Ce que les professeurs attendent des parents :  Nous trouvons des habiletés parallèles, puisque finalement les besoins des uns et des autres se rejoignent.

« Commencer l’entrevue en disant quelque chose de positif » : un « Camille a beaucoup apprécié la sortie au musée que vous avez organisé le mois dernier, depuis, elle nous réclame des documentaires sur la peinture » disposera mieux le prof que « Vous grondez trop souvent Camille, elle a peur de venir à l’école ». Le prof de 2013 est déjà suffisamment énervé comme ça, inutile de le chatouiller…

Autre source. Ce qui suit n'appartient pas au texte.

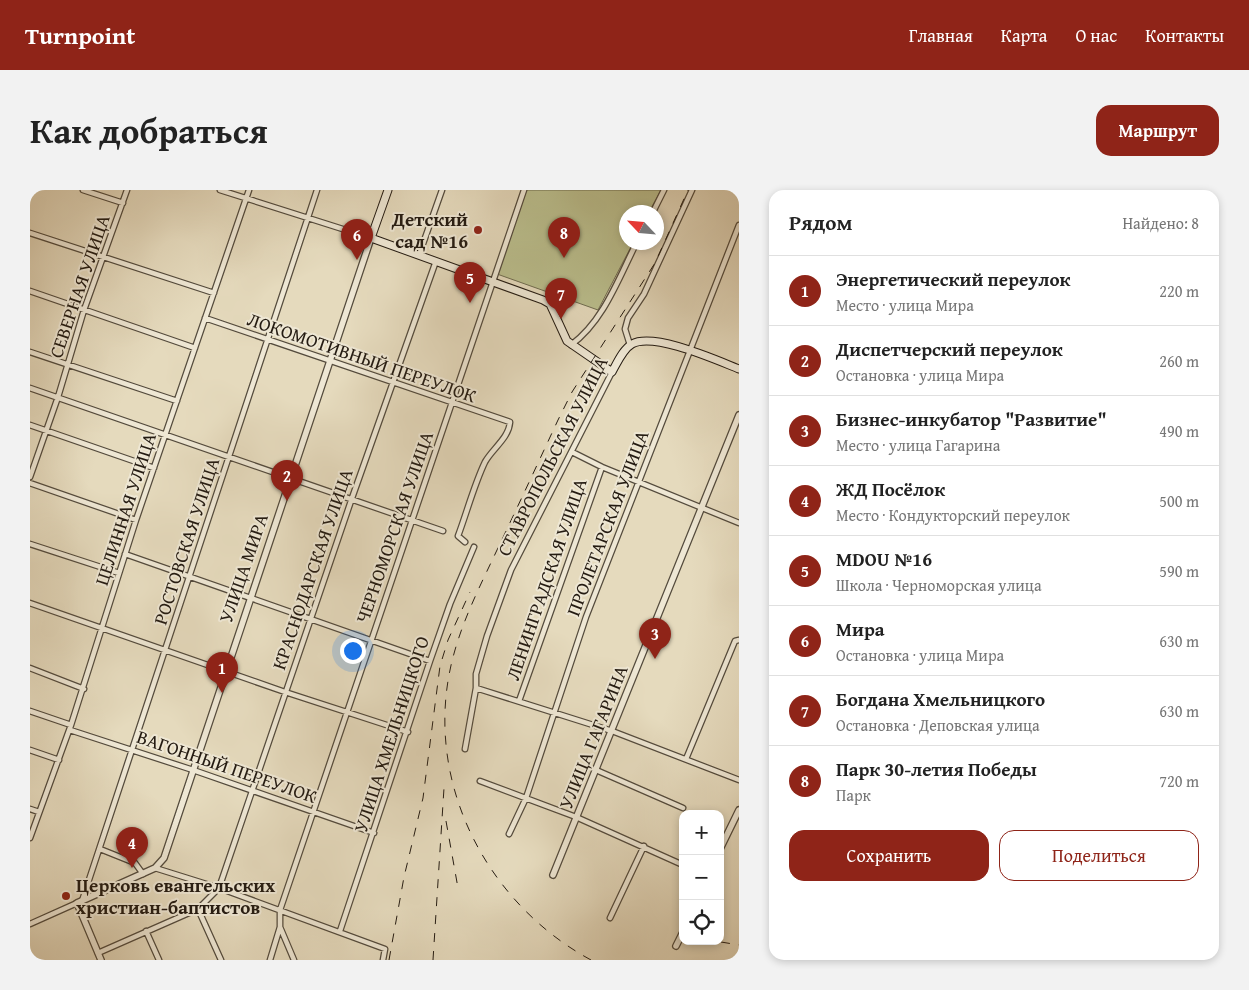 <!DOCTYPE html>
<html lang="ru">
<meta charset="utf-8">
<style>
body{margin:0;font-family:"Gentium Book Plus",serif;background:#f2f2f2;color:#222}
.controls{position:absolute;right:15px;bottom:15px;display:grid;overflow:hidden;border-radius:10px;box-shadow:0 2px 8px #0003}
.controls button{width:45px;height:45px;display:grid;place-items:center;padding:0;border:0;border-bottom:1px solid #e0e0e0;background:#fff;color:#222;font:25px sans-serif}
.compass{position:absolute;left:589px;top:15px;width:45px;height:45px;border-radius:50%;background:#fff;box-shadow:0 2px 8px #0003;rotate:296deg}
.you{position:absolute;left:322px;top:460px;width:18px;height:18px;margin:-12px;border:4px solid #fff;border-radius:50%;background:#1a73e8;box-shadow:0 0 0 8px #1a73e833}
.badge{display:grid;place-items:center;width:32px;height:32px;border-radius:50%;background:#8f2418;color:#fff;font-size:16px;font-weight:700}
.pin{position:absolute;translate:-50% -41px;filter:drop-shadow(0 1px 2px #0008)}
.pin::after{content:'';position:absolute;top:26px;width:18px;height:15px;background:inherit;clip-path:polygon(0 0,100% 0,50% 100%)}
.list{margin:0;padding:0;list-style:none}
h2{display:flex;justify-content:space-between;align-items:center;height:65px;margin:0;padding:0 20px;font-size:21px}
h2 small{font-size:16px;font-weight:400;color:#767676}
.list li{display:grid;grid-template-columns:32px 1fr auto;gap:15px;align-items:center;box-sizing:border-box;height:70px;padding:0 20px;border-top:1px solid #e0e0e0}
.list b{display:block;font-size:19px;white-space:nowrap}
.list p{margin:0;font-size:16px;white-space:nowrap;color:#767676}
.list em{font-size:16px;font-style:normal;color:#767676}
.actions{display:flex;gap:10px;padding:15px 20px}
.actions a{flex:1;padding:11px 0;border:1px solid #8f2418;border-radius:15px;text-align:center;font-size:18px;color:#8f2418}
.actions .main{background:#8f2418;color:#fff}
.icon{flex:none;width:28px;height:28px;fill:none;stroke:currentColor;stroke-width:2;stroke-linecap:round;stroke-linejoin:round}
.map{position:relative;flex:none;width:709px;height:770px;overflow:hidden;border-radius:15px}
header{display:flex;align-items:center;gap:30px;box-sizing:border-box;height:70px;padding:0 25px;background:#8f2418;color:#fff}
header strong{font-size:24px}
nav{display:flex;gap:28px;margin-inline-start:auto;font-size:18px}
.intro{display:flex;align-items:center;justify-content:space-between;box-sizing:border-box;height:120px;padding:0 30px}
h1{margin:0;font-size:35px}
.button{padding:12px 22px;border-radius:15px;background:#8f2418;color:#fff;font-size:18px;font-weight:700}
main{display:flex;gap:30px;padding:0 30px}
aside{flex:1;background:#fff;border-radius:15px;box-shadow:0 2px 8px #0003}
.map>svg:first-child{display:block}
.green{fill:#babe8d;stroke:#6f6c50}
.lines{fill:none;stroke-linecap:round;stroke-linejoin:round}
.minor-casing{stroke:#544b3d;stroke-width:7}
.tertiary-casing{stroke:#544b3d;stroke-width:8}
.secondary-casing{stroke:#241b12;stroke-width:9}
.minor{stroke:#eee7d4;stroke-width:4.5}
.tertiary{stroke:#eee7d4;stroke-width:5.5}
.secondary{stroke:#eee7d4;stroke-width:7}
.rail{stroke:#241b12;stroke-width:1;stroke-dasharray:9 9;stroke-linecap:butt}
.poi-dot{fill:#8f2418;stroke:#eee7d4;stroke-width:2}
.labels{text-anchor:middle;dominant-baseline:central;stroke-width:4;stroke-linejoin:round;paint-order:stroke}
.poi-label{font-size:19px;font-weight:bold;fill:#241b12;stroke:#eee7d4;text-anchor:end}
.street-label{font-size:19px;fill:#241b12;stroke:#eee7d4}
</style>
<header>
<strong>Turnpoint</strong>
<nav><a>Главная</a><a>Карта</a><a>О нас</a><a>Контакты</a></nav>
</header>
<div class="intro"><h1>Как добраться</h1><a class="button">Маршрут</a></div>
<main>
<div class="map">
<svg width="709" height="770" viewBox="0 0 709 770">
<rect width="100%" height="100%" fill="#e5dabd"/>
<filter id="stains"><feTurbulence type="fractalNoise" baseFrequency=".004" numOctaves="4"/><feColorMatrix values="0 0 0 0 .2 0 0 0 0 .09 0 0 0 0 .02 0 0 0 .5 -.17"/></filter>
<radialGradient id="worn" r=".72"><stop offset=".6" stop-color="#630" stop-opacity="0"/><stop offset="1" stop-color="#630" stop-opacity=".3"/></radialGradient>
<!-- green -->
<path class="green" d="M496,0h135l-12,22h-23v30l7,1 -35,67 -101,-36z"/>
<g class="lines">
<defs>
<path id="minor" d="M53,0l40,13
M190,0l151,48
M623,22l11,-22
M0,43l184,60
M389,65l23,-65
M0,101l165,57
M175,128l305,104c-1,16 -18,27 -25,40 -11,23 -18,50 -27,74l7,6
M541,155c33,-24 48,-68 66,-103
M600,155l-5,-16 3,-11 16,-24 48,-104
M0,162l147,49
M0,198l413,143
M0,235l124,43
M542,262l30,15 137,56
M0,287l28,-80 26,-87 43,-120
M0,293l106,37
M0,354l89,29
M95,364l305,107
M0,413l255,89 123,40
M0,478l54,21
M446,498l136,43 127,49
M489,511l83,-234
M0,521l41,14
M40,540l123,40 181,63
M435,559l11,-61v-14l11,-38 24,-66 101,-198
M0,560l29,10
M656,569l49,-118 4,-1
M566,580l87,38
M450,591l96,36 107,48
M0,619l9,3
M479,644l17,-36 60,-181 153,-392
M0,648l41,-113 65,-205 113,-330
M70,659l35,14 8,11
M125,678l64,20 166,61 -2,11
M52,711l235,-711
M168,719l23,51
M580,728l34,-72
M0,734l47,-21
M250,737l14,33
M116,741l13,29
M310,741l90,-270 20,-57 24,-57
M68,763l100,-44 21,-21 133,-390 84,-237
M240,770l10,-33v-17l244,-720"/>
<path id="tertiary" d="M690,659l19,-39
M523,685l186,-460
M646,756l7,-14
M71,770l-24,-57 78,-35 9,-10 207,-620"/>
<path id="secondary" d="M358,0l-17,48 172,62 7,4 17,37 45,31c5,-9 11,-23 20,-28 22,-12 84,16 107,25"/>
</defs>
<!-- minor casing -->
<use href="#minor" class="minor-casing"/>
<!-- tertiary casing -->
<use href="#tertiary" class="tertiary-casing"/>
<!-- secondary casing -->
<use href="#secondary" class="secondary-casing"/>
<!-- minor -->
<use href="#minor" class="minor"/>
<!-- tertiary -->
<use href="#tertiary" class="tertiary"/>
<!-- secondary -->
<use href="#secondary" class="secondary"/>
<!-- rail -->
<path class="rail" d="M416,631l12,67
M691,752l18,3
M359,770l15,-83 19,-79 17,-132 8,-26 22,-48
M403,770l11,-172
M561,770c-109,-59 -172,-188 -136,-310 10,-35 27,-68 42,-100 21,-44 41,-87 61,-130l14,-28 83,-129 33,-73"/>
</g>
<!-- markers -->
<g class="poi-dot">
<circle cx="448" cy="40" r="5"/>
<circle cx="36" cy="706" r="5"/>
</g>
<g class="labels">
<!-- poi labels -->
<g class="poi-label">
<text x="438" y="29">Детский<tspan x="438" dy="22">сад №16</tspan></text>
<text x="46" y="695" text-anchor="start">Церковь евангельских<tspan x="46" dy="22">христиан-баптистов</tspan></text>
</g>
<!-- street labels -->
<g class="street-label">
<text transform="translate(49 96) rotate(-71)">СЕВЕРНАЯ УЛИЦА</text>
<text transform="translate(332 167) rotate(19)">ЛОКОМОТИВНЫЙ ПЕРЕУЛОК</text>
<text transform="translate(522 266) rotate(-63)">СТАВРОПОЛЬСКАЯ УЛИЦА</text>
<text transform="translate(95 319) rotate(-72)">ЦЕЛИННАЯ УЛИЦА</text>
<text transform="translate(577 333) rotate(-69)">ПРОЛЕТАРСКАЯ УЛИЦА</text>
<text transform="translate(364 337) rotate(-71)">ЧЕРНОМОРСКАЯ УЛИЦА</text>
<text transform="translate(156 351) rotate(-72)">РОСТОВСКАЯ УЛИЦА</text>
<text transform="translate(213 378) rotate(-71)">УЛИЦА МИРА</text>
<text transform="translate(282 379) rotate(-71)">КРАСНОДАРСКАЯ УЛИЦА</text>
<text transform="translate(516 389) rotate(-71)">ЛЕНИНГРАДСКАЯ УЛИЦА</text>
<text transform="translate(361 544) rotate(-72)">УЛИЦА ХМЕЛЬНИЦКОГО</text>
<text transform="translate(563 547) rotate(-68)">УЛИЦА ГАГАРИНА</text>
<text transform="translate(197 576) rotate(19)">ВАГОННЫЙ ПЕРЕУЛОК</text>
</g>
</g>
<rect width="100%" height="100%" filter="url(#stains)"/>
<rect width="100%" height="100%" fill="url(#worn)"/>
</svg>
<div class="controls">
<button>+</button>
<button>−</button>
<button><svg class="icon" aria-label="locate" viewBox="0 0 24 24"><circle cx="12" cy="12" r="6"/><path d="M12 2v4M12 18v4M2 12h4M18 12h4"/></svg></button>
</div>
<svg class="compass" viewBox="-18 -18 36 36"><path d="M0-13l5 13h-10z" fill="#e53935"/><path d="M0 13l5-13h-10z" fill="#767676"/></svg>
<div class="you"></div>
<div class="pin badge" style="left:192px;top:503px">1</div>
<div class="pin badge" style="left:257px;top:311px">2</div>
<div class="pin badge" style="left:625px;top:469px">3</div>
<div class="pin badge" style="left:102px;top:678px">4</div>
<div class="pin badge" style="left:440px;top:113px">5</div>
<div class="pin badge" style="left:327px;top:70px">6</div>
<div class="pin badge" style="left:531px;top:129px">7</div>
<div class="pin badge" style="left:534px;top:68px">8</div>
</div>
<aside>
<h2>Рядом<small>Найдено: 8</small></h2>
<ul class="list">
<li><span class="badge">1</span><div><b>Энергетический переулок</b><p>Место · улица Мира</p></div><em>220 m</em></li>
<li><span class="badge">2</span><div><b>Диспетчерский переулок</b><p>Остановка · улица Мира</p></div><em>260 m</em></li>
<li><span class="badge">3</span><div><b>Бизнес-инкубатор &quot;Развитие&quot;</b><p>Место · улица Гагарина</p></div><em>490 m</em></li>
<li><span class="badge">4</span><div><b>ЖД Посёлок</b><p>Место · Кондукторский переулок</p></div><em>500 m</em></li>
<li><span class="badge">5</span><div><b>MDOU №16</b><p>Школа · Черноморская улица</p></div><em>590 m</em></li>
<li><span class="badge">6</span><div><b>Мира</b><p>Остановка · улица Мира</p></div><em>630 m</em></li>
<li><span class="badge">7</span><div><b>Богдана Хмельницкого</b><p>Остановка · Деповская улица</p></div><em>630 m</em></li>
<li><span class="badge">8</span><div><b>Парк 30-летия Победы</b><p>Парк</p></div><em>720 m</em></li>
</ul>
<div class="actions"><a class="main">Сохранить</a><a>Поделиться</a></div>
</aside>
</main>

« Au lieu de m’attaquer, décrivez les besoins de votre enfant » (je trouve qu’on peut rajouter, « et les vôtres »). Remplacer « vous avez tort de blâmer Cathy parce qu’elle ne fait pas assez d’efforts » » par « Cathy se décourage facilement, en particulier pour la lecture. Il semble qu’elle réussit mieux lorsque quelqu’un est là pour se rendre compte de ses efforts »

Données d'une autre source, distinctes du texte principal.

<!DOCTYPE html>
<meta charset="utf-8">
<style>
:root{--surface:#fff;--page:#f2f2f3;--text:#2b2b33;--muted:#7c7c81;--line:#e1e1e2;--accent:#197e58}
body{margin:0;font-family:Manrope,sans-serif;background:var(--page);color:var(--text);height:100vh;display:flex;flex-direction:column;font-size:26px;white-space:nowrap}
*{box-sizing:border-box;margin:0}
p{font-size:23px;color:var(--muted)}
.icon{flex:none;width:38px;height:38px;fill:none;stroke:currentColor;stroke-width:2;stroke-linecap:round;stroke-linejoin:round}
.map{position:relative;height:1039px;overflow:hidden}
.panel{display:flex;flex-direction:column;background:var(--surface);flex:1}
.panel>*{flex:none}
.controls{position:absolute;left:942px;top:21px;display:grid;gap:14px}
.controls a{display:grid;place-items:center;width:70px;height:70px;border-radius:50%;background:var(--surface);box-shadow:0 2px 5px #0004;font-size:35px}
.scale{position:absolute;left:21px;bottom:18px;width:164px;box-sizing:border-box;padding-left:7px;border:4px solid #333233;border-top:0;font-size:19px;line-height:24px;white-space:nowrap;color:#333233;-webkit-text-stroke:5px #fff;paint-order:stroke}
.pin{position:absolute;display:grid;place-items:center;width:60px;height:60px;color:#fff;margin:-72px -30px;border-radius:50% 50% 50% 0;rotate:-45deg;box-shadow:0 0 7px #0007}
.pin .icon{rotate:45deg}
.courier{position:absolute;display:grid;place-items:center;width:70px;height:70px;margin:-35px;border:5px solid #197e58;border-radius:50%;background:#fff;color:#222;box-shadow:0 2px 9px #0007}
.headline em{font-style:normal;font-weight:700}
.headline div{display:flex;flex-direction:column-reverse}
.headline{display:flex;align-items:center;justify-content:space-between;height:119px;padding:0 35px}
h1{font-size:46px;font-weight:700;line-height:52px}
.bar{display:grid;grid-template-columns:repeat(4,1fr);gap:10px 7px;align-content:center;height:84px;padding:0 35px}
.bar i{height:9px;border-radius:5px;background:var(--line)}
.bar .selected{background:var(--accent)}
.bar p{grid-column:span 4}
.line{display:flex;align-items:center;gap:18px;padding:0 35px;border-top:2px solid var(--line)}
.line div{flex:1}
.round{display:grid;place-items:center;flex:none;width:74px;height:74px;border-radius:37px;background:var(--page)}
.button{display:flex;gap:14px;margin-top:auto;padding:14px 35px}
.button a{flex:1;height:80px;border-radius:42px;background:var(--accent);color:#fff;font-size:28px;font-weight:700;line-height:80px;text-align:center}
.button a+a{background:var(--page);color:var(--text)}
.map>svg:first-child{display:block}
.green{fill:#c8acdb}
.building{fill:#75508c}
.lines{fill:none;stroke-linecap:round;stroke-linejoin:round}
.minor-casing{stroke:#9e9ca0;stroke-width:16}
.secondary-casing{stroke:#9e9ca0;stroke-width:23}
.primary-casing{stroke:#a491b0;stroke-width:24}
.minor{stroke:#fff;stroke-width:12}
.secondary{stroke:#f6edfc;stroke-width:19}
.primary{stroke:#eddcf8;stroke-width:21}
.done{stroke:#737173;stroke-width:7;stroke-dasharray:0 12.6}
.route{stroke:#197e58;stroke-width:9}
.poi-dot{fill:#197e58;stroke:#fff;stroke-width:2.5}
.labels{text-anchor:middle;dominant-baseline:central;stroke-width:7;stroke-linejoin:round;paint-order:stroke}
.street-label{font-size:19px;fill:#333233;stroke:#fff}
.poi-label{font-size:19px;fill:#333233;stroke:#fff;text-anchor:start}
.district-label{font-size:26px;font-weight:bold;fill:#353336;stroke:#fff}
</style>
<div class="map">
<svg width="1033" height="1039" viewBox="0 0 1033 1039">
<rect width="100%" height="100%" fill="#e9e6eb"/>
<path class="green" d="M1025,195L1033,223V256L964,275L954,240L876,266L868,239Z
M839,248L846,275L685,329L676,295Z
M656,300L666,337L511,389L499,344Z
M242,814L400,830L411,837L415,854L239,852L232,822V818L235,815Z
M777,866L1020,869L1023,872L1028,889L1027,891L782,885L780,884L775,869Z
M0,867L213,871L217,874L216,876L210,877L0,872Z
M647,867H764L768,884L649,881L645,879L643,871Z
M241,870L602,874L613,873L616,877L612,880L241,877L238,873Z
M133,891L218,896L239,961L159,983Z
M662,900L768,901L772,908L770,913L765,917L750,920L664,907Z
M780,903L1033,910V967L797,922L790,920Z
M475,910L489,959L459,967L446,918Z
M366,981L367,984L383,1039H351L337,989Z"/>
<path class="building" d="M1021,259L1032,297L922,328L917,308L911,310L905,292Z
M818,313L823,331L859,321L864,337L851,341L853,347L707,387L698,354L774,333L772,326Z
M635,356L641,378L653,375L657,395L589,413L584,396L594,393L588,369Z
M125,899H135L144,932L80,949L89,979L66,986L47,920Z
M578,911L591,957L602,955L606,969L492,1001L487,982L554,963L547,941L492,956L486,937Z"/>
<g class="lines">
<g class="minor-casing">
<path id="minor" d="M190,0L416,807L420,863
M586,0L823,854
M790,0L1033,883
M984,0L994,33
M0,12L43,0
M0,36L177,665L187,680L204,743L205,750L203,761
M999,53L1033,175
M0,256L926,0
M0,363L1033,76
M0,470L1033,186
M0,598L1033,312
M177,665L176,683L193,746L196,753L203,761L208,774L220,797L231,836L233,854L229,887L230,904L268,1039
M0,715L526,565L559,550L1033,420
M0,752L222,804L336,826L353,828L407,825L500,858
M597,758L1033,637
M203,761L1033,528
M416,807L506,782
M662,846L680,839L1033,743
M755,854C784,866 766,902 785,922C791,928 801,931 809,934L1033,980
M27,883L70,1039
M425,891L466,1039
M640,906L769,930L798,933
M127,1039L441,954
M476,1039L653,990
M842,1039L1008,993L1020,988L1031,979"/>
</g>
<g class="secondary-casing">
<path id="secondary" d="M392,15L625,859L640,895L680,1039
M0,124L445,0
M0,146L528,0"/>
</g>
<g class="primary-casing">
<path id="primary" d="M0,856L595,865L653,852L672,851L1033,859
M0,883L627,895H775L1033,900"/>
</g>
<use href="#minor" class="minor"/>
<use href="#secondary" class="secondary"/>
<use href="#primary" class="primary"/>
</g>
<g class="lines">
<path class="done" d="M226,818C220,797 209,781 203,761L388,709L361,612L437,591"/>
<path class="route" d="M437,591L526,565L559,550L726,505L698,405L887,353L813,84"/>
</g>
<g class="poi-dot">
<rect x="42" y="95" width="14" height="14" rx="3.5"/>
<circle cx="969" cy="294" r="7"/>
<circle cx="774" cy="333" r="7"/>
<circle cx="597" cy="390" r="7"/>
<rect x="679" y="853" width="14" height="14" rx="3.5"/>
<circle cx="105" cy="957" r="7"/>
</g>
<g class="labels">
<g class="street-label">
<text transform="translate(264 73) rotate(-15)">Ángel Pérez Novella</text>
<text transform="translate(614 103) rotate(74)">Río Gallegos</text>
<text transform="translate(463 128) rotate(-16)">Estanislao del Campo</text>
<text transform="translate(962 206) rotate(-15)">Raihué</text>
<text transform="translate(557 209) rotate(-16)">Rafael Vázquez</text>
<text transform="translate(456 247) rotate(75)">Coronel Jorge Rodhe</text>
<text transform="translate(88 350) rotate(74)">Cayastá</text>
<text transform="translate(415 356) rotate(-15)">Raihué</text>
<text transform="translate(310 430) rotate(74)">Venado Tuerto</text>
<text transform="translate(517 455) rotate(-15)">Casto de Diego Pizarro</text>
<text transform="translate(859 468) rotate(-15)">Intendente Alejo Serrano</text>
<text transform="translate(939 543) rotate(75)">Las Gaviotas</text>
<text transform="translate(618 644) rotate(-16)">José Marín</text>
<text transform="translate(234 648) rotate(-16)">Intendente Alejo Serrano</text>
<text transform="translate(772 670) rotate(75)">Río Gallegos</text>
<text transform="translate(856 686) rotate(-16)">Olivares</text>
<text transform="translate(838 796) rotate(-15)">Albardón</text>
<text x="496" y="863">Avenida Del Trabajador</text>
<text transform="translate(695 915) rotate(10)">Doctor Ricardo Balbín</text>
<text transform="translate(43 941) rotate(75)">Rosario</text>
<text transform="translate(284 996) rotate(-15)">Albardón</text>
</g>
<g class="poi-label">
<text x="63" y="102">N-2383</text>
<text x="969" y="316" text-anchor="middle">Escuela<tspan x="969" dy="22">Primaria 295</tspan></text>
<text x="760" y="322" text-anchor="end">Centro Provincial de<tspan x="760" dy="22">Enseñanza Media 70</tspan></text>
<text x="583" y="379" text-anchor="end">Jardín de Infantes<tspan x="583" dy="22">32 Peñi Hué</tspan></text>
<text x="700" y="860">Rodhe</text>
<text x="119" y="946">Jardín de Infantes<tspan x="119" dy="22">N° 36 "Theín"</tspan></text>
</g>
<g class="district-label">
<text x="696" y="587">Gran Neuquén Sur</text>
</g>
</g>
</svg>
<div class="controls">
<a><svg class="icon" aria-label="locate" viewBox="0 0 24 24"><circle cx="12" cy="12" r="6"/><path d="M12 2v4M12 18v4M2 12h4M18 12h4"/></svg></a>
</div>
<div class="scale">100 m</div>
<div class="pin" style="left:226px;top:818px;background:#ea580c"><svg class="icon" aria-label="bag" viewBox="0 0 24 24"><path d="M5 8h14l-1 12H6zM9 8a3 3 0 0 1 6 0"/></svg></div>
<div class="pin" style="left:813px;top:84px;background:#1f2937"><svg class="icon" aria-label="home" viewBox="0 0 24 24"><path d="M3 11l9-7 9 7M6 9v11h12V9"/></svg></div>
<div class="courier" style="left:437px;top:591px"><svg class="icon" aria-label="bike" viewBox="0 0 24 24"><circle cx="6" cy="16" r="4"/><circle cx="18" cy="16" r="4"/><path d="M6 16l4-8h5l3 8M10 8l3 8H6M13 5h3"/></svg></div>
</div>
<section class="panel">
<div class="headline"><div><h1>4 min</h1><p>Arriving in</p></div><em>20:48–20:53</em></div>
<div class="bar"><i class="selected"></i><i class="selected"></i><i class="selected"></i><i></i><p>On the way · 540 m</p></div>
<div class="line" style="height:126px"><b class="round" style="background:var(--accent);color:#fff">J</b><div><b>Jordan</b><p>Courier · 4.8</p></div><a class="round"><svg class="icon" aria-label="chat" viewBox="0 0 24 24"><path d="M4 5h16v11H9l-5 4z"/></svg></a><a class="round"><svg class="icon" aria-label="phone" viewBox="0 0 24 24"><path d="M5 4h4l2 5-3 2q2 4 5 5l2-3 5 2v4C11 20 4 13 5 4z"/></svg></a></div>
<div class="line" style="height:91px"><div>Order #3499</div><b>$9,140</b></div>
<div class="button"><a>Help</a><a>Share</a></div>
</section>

« Au lieu de dissimuler les informations, partager avec moi ce qui concerne votre enfant ». Informer l’enseignant des difficultés familiales qui sont susceptibles de perturber votre enfant, il n’a pas à juger. Il est même possible qu’il voit dans votre confiance un indicateur de votre « bonne » volonté. En même temps, je dirai qu’il est inutile d’en dire trop car l’enseignant n’est ni psychologue ni conseiller conjugal (si, si ;)) et conseillerai de se borner à ce qui a un lien direct avec la scolarité.

« Ne me dites pas ce que je dois faire, mais décrivez ce qui fonctionne à la maison ». L’enseignant en a souvent ras le bol d’être pris pour un incapable, mais il est prêt à accepter  que, en tant que parents vous avez des compétences et vous pouvez lui « donner des billes » pour l’enfant.

«Au lieu de refuser de coopérer, aidez-moi à bâtir un plan ».  Par exemple si l’enseignant vous propose d’inscrire votre fille à la bibliothèque, de limiter les heures passées sur la console de jeux, c’est qu’il pense que votre action est indispensable et qu’il a besoin de votre coopération. Ne prétextez pas un manque de temps, il y va de la réussite de votre enfant. Peut-être faut-il revoir vos priorités.  « Et au lieu d’oublier ce plan sitôt l’entrevue terminé, suivez le sérieusement » (ça se passe de commentaire) .

Ces habiletés facilitent les relations « parents-enseignants », j’en suis convaincue.  on pourrait aborder ces questions dans les écoles, avec les parents d’élèves, et en formation d’enseignants (certains sont « naturellement »  doués pour ce genre de truc,  par exemple à la « Super-maîtresse » dont a hérité Grand Doux, mais pour les autres, dont je fais partie, ce n’est vraiment pas une évidence de départ). Dans la même veine, il faudrait aussi sérieusement réfléchir à comment se passent les concertations et les conseils d’école, qui faute de véritable dialogue, ne sont parfois qu’une perte de temps et une source d’énervement et de rancœurs…

Pour autant je ne crois pas que ces conseils soient LA solution miracle contre toute la violence.  Je connais plusieurs collègues qui ont été menacés de mort par des parents d’élèves et si, peut-être, de telles habiletés auraient pu désamorcer les bombes, dans ces cas extrêmes, ce n’est pas si sûr.  Je crois que dans ces situations, il faut aussi que tout le monde, enseignants, hiérarchie et parents d’élèves se mobilisent pour dire stop, et malheureusement, c’est loin d’être le cas.

Pour ceux qui ne connaissent pas, les bouquins de Faber et Mazlish mêlent (et c’est parfois un peu surprenant) passages romancés, chapitre de questions réponses et bandes dessinées. Je conclurai en traduisant la fin du chapitre « romancé »  introductif qui relate  un « clash » et sa résolution  entre profs et parents d’élèves rencontrés par hasard dans un restaurant « C’était parents contre enseignants. Nous contre eux. Mais quand nous nous sommes quittés, nous étions tous dans le même bateau, dans la même équipe, liés par notre engagement commun en faveur des progrès de nos enfants et de notre détermination à n’en abandonner aucun ». En d’autre termes, au lieu de voir sans cesse ce qui nous sépare cherchons aussi ce qui nous réunit et les choses seront plus faciles.